● **ASSIGNMENT**
Read through the listing below and return only the lines containing "data".

● **AVAILABLE RECORDS**
++++++++++++++++++++
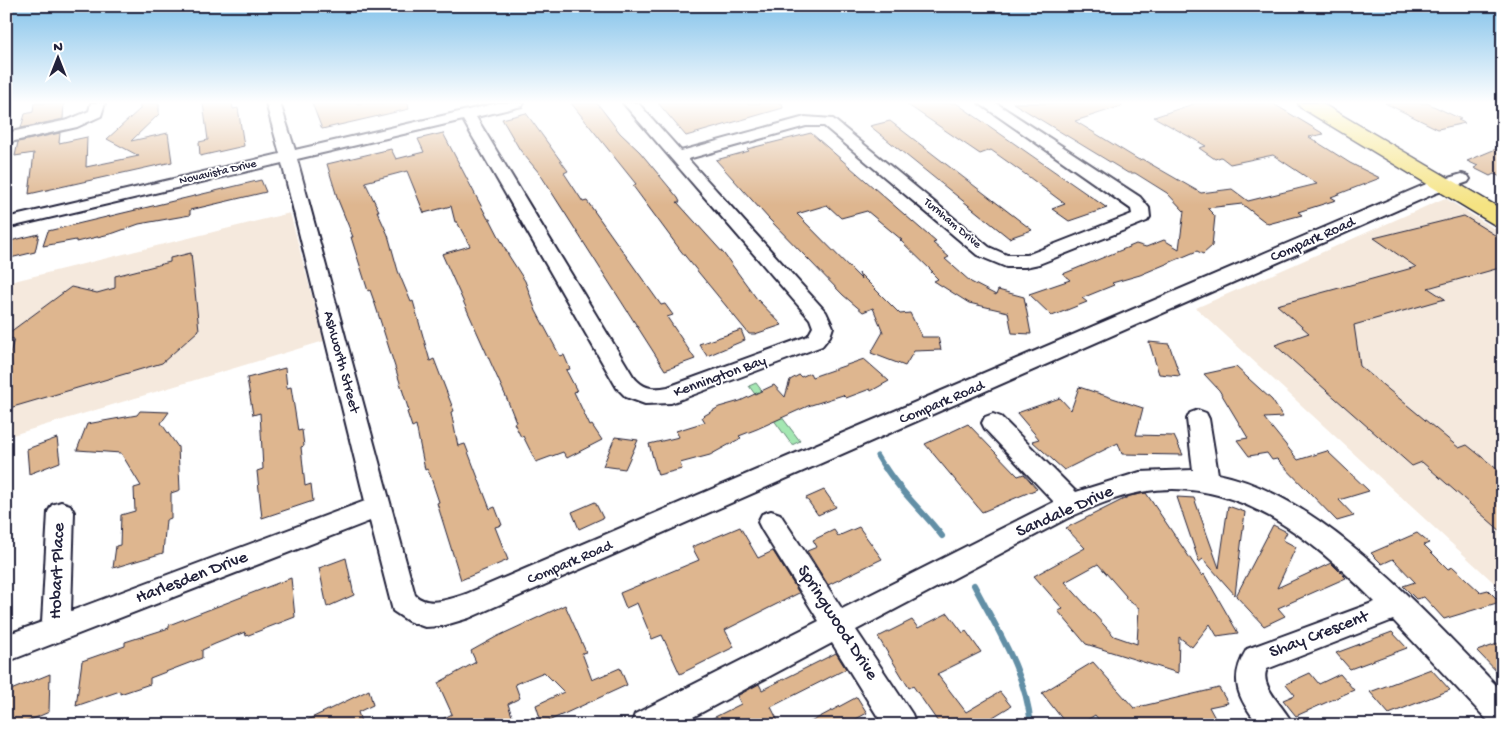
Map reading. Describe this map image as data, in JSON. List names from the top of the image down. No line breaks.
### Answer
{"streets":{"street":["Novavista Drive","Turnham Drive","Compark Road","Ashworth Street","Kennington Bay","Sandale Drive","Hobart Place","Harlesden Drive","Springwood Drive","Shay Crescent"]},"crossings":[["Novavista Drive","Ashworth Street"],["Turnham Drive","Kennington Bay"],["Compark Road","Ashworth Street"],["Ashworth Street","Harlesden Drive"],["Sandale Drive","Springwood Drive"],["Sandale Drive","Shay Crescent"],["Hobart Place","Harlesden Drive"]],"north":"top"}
++++++++++++++++++++
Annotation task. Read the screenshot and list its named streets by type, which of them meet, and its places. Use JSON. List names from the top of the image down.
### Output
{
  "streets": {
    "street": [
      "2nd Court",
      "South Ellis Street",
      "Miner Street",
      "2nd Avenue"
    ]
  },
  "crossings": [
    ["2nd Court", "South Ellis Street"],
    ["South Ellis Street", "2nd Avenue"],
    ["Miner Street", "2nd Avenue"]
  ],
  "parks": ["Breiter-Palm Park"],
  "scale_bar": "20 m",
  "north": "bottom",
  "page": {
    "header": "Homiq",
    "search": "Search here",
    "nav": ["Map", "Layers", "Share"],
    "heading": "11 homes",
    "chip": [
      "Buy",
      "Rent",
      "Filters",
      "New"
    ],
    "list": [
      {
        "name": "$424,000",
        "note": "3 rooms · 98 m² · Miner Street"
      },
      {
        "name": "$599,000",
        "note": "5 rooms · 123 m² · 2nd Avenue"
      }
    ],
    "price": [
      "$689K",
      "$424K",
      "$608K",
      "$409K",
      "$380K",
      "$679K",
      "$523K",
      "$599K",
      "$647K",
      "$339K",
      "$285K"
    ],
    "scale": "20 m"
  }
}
++++++++++++++++++++
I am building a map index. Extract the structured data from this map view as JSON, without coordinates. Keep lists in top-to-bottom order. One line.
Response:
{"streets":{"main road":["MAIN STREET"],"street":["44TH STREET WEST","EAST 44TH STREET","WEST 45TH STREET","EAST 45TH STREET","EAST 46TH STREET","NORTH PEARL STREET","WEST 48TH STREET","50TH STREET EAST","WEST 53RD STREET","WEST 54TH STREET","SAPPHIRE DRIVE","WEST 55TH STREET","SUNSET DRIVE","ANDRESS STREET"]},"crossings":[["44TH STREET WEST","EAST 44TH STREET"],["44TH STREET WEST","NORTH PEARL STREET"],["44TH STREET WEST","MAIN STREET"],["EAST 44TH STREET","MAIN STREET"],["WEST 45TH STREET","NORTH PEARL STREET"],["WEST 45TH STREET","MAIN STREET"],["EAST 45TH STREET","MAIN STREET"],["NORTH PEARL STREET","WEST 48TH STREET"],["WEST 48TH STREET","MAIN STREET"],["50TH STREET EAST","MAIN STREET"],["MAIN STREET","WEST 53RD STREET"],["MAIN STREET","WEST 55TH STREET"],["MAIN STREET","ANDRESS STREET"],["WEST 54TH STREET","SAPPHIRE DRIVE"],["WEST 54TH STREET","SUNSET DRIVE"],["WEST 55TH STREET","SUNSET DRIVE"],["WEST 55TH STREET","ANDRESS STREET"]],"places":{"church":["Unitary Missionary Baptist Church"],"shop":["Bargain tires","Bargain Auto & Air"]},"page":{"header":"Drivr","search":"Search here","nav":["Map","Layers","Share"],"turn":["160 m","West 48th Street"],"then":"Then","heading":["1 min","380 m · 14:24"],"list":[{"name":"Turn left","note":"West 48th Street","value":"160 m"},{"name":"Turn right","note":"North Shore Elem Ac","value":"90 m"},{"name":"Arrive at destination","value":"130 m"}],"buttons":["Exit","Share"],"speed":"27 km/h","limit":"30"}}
++++++++++++++++++++
● **EXPECTED OUTPUT**
Map reading. Describe this map image as data, in JSON. List names from the top of the image down. No line breaks.
I am building a map index. Extract the structured data from this map view as JSON, without coordinates. Keep lists in top-to-bottom order. One line.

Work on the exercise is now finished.